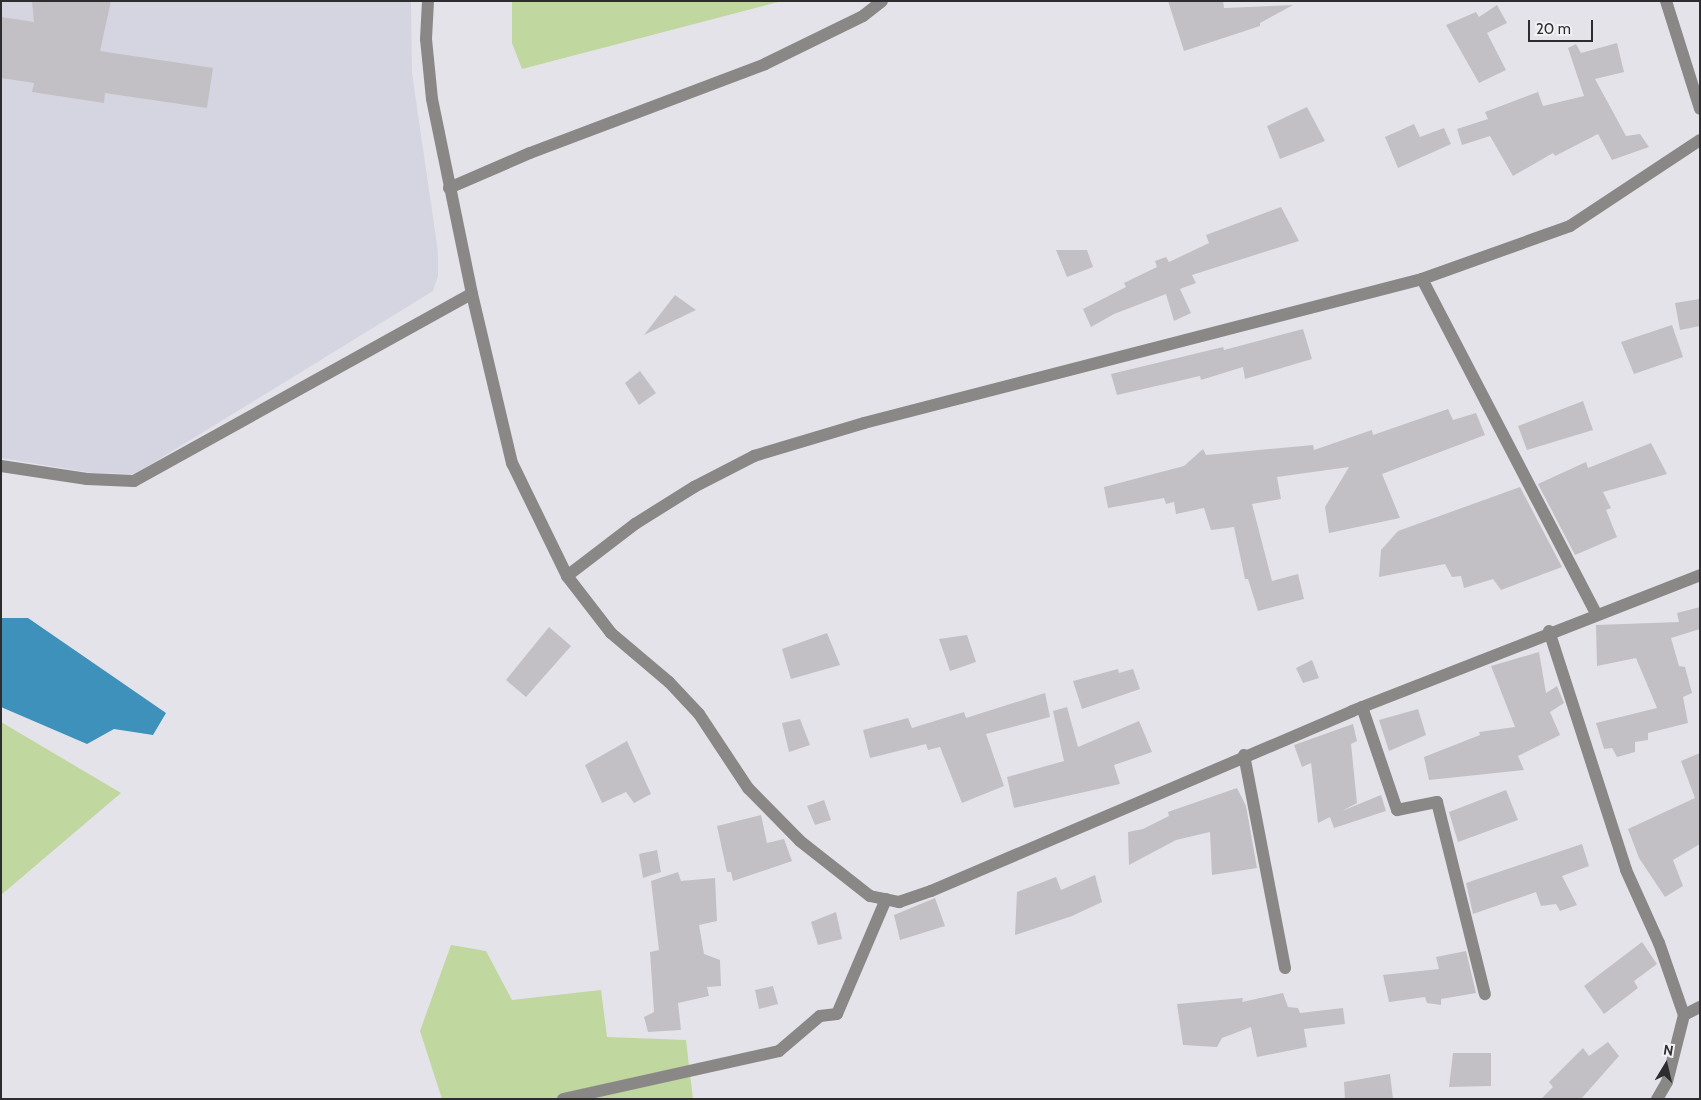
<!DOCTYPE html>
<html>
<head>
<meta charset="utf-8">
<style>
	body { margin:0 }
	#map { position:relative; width:1701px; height:1100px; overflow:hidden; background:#e4e3e9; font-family:Cabin,sans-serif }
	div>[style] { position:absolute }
	.built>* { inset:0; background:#d5d4e1 }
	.green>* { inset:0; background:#c0d79f }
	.water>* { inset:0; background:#3d91bb }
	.building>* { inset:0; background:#c2c0c5 }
	.minor>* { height:12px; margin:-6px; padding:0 6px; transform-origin:6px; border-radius:6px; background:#8a8887 }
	span { translate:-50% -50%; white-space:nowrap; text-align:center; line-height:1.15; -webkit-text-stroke:4px #f1f1f6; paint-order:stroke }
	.frame { position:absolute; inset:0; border:2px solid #2d2d2f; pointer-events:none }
	.north { position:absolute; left:1641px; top:1040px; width:50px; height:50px; -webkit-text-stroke:4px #f1f1f6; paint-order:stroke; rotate:9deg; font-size:14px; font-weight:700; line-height:20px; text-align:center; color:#2d2d2f }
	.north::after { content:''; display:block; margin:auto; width:18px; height:22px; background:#2d2d2f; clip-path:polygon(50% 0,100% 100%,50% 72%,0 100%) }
	.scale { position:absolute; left:1528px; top:20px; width:65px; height:22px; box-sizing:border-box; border:2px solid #2d2d2f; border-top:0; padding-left:6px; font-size:15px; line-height:18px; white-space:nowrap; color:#2d2d2f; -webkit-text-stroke:4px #f1f1f6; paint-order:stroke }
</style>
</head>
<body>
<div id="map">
	<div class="built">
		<i style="clip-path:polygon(1px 1px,411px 1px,412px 73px,438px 252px,438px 276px,433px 291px,135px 474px,93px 473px,1px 458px)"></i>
	</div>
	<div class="green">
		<i style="clip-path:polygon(512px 1px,782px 1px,522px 69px,512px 43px)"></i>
		<i style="clip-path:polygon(1px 722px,121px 793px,1px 895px)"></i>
		<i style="clip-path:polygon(451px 945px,486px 951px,512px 1000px,601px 990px,607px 1037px,686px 1040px,693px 1099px,442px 1099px,420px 1031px)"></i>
	</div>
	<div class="water">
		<i style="clip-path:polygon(1px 618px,28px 618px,166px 713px,153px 735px,114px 729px,87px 744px,1px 707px)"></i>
	</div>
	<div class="building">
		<i style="clip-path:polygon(32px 1px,111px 1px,100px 51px,213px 68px,207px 108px,105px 93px,104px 103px,32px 92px,34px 83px,1px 78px,1px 17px,34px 22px)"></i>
		<i style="clip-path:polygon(1168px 1px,1223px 1px,1224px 8px,1293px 5px,1260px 23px,1260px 26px,1184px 51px)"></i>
		<i style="clip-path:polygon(1497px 5px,1507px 23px,1487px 33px,1506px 70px,1479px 83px,1446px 25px,1476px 12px,1479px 17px)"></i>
		<i style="clip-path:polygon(1617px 43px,1624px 72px,1595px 79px,1626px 136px,1640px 134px,1649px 147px,1612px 160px,1598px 134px,1555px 156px,1553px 153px,1513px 176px,1490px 136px,1462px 145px,1457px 129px,1488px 119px,1485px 112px,1538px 92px,1543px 106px,1584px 96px,1568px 48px,1576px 44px,1581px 53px)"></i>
		<i style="clip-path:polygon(1307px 107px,1325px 141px,1280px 159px,1267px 126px)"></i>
		<i style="clip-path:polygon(1414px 124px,1420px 137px,1444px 128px,1451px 144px,1398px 168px,1385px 137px)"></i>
		<i style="clip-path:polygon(1281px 207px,1299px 241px,1192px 275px,1196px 283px,1180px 289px,1191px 313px,1174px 321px,1166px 294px,1114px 314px,1091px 327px,1083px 309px,1126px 287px,1124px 283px,1157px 267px,1155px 261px,1166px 257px,1169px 262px,1209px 243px,1206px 235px)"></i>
		<i style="clip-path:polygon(1056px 250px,1087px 250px,1093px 267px,1067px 277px)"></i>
		<i style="clip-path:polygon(675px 295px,696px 310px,644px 335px)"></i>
		<i style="clip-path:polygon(1700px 299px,1700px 326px,1680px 330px,1675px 303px)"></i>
		<i style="clip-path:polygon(1672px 325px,1683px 357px,1634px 374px,1621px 342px)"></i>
		<i style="clip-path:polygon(1303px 329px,1312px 359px,1245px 379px,1243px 367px,1201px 380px,1200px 376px,1117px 395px,1111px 374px,1223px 347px,1224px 350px)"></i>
		<i style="clip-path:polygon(640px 371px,656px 393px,639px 405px,625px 383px)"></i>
		<i style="clip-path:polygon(1583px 401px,1593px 430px,1527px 450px,1518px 426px)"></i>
		<i style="clip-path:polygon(1448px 409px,1453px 420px,1476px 413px,1485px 435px,1382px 474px,1400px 518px,1329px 533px,1325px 507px,1349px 467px,1277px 477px,1281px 499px,1252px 504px,1272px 581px,1298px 574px,1304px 599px,1258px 611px,1248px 579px,1245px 579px,1234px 527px,1211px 530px,1204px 508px,1176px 514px,1174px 502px,1166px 504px,1164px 498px,1108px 508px,1104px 487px,1184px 466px,1203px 449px,1206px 455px,1313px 445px,1314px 450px,1372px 430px,1373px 435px)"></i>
		<i style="clip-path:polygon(1651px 443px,1667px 474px,1603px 492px,1611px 508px,1606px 510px,1617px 537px,1575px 555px,1538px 484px,1586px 462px,1588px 468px)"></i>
		<i style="clip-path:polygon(1520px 487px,1562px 567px,1501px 590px,1493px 579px,1464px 588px,1461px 576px,1452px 577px,1445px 564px,1379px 577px,1381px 550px,1398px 531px)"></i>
		<i style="clip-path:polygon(1700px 607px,1700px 629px,1671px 638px,1679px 666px,1685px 667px,1692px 693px,1683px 697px,1688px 723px,1648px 733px,1648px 740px,1635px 742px,1635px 752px,1617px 757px,1612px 748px,1604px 749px,1596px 723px,1657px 708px,1636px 658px,1597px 666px,1596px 625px,1679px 622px,1677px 613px)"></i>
		<i style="clip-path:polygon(549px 627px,571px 646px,526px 697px,506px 680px)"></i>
		<i style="clip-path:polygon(827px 633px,840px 665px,791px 679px,782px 649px)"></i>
		<i style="clip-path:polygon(967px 635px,976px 662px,950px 671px,939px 639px)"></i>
		<i style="clip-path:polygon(1539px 652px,1546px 693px,1557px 686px,1564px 703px,1550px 712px,1560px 735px,1518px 756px,1524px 770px,1429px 780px,1424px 757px,1480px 735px,1479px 732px,1515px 727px,1491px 666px)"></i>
		<i style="clip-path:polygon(1312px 660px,1319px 678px,1303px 683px,1296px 668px)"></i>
		<i style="clip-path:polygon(1118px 669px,1119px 673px,1133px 669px,1140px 689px,1082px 709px,1073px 681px)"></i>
		<i style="clip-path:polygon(1045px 693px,1050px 717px,986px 734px,1004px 786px,962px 803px,940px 747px,928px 750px,926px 744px,870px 758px,863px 730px,908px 718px,912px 728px,964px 712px,966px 718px)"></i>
		<i style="clip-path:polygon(1067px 707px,1078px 747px,1139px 721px,1152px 752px,1114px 765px,1120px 784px,1014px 808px,1007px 777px,1064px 761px,1053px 711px)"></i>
		<i style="clip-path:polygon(1418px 709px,1426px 735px,1389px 751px,1379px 720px)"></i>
		<i style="clip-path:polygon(800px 719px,810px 745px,789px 752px,782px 723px)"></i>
		<i style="clip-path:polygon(1353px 724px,1357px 741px,1351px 744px,1357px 803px,1342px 811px,1381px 795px,1386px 811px,1334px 828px,1330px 817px,1318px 823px,1311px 763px,1302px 767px,1294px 745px)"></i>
		<i style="clip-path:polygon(627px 741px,651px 794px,634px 803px,626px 792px,602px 803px,585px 765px)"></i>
		<i style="clip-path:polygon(1700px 753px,1700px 844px,1673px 860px,1683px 886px,1665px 897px,1639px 858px,1628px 829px,1695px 798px,1681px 761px)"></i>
		<i style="clip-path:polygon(1237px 788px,1246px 806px,1257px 868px,1212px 875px,1210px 832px,1176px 840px,1129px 865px,1128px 832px,1143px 829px,1169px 816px,1168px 812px)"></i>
		<i style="clip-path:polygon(1506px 790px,1518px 820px,1458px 842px,1449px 812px)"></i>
		<i style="clip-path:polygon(824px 800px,831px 820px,815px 825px,807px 806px)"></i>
		<i style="clip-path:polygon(761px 815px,767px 843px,784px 839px,792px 861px,733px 881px,731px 872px,727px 872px,717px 826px)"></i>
		<i style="clip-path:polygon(1582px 844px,1589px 866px,1562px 876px,1577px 905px,1560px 911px,1556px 904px,1541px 906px,1536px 892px,1473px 914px,1466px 883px)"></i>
		<i style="clip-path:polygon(657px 850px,661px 872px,643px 878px,639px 854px)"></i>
		<i style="clip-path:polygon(678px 872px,681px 881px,715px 878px,717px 921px,699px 925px,704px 954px,720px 960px,721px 986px,707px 987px,709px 996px,678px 1003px,681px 1030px,648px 1032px,644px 1017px,654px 1012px,650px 952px,659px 950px,651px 881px)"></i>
		<i style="clip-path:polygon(1095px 875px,1102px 902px,1072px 916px,1015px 935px,1017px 892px,1056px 877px,1061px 890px)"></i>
		<i style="clip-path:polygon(935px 898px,945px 926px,900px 940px,894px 915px)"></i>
		<i style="clip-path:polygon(836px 912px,842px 939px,818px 945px,811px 922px)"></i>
		<i style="clip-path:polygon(1642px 942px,1657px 964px,1634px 981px,1638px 988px,1604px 1014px,1584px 986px)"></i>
		<i style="clip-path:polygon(1466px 951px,1476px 993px,1441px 999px,1441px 1005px,1427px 1003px,1425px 997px,1389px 1002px,1383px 975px,1439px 969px,1436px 957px)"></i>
		<i style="clip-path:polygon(773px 986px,778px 1004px,759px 1009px,755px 990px)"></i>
		<i style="clip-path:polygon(1283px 993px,1288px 1007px,1298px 1008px,1300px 1013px,1343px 1008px,1345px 1024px,1304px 1029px,1307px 1047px,1257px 1057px,1251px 1027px,1222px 1038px,1217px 1047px,1183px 1045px,1177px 1004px,1243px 998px,1242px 1002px)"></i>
		<i style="clip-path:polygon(1608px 1042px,1619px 1056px,1581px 1099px,1541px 1099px,1553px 1087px,1549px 1082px,1583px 1048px,1589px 1056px)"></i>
		<i style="clip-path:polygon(1453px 1053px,1491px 1053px,1491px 1086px,1449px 1087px)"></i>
		<i style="clip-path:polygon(1390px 1074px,1393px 1099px,1345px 1099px,1344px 1082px)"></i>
	</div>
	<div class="minor">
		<i style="left:428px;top:1px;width:38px;rotate:93deg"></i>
		<i style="left:426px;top:39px;width:60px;rotate:84.3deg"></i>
		<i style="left:432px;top:99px;width:199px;rotate:78.4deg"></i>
		<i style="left:472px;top:294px;width:174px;rotate:76.7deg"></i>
		<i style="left:512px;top:463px;width:126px;rotate:64deg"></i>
		<i style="left:567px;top:576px;width:72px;rotate:52.3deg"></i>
		<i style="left:611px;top:633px;width:76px;rotate:40.2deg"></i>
		<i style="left:669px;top:682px;width:44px;rotate:46.8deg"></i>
		<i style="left:699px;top:714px;width:89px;rotate:56.5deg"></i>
		<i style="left:748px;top:788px;width:74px;rotate:45.5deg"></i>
		<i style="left:800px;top:841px;width:89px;rotate:38.2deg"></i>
		<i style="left:870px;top:896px;width:30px;rotate:12deg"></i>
		<i style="left:899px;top:902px;width:34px;rotate:-19deg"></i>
		<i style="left:931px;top:891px;width:458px;rotate:-23.1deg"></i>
		<i style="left:1352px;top:711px;width:374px;rotate:-21.3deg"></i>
		<i style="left:1666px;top:1px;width:113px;rotate:72.5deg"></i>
		<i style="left:449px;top:188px;width:88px;rotate:-23.4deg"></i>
		<i style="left:530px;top:153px;width:251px;rotate:-20.7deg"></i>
		<i style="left:765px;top:64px;width:109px;rotate:-26.1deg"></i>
		<i style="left:863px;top:16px;width:24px;rotate:-38deg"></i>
		<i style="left:1422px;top:279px;width:377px;rotate:62.5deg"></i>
		<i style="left:1px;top:466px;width:87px;rotate:8.6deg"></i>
		<i style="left:87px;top:479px;width:47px;rotate:2.4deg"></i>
		<i style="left:134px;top:481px;width:386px;rotate:-29deg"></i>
		<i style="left:567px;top:576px;width:86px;rotate:-37.4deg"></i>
		<i style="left:635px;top:524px;width:70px;rotate:-32.1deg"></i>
		<i style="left:694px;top:487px;width:68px;rotate:-27.3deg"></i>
		<i style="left:754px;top:456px;width:115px;rotate:-16.7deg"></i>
		<i style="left:864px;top:423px;width:576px;rotate:-14.47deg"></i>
		<i style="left:1422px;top:279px;width:157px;rotate:-19.7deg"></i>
		<i style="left:1570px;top:226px;width:156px;rotate:-33.5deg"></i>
		<i style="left:1549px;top:631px;width:251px;rotate:72.1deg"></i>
		<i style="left:1626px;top:870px;width:80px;rotate:65.7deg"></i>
		<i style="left:1659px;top:943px;width:76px;rotate:70.9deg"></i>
		<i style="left:1684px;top:1015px;width:69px;rotate:104.2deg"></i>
		<i style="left:1667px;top:1082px;width:20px;rotate:120deg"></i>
		<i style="left:1362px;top:707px;width:109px;rotate:71.2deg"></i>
		<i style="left:1397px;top:810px;width:41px;rotate:-11.3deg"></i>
		<i style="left:1437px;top:802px;width:198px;rotate:76deg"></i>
		<i style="left:1244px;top:755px;width:217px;rotate:79.1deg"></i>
		<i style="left:1684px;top:1015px;width:18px;rotate:-27deg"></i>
		<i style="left:563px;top:1099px;width:221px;rotate:-12.5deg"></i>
		<i style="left:779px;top:1051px;width:54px;rotate:-40.5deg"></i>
		<i style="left:820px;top:1016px;width:17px;rotate:-7deg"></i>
		<i style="left:837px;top:1014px;width:125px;rotate:-66.9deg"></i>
	</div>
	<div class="frame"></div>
	<div class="north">N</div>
	<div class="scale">20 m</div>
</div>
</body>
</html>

::::::::

> [Work instruction]: Starting with the first line of the material above and ending with the line that holds "position:absolute; left:1641px; top:1040px;", write out those lines exactly, without pictures.

> [Answer space]:
<!DOCTYPE html>
<html>
<head>
<meta charset="utf-8">
<style>
	body { margin:0 }
	#map { position:relative; width:1701px; height:1100px; overflow:hidden; background:#e4e3e9; font-family:Cabin,sans-serif }
	div>[style] { position:absolute }
	.built>* { inset:0; background:#d5d4e1 }
	.green>* { inset:0; background:#c0d79f }
	.water>* { inset:0; background:#3d91bb }
	.building>* { inset:0; background:#c2c0c5 }
	.minor>* { height:12px; margin:-6px; padding:0 6px; transform-origin:6px; border-radius:6px; background:#8a8887 }
	span { translate:-50% -50%; white-space:nowrap; text-align:center; line-height:1.15; -webkit-text-stroke:4px #f1f1f6; paint-order:stroke }
	.frame { position:absolute; inset:0; border:2px solid #2d2d2f; pointer-events:none }
	.north { position:absolute; left:1641px; top:1040px; width:50px; height:50px; -webkit-text-stroke:4px #f1f1f6; paint-order:stroke; rotate:9deg; font-size:14px; font-weight:700; line-height:20px; text-align:center; color:#2d2d2f }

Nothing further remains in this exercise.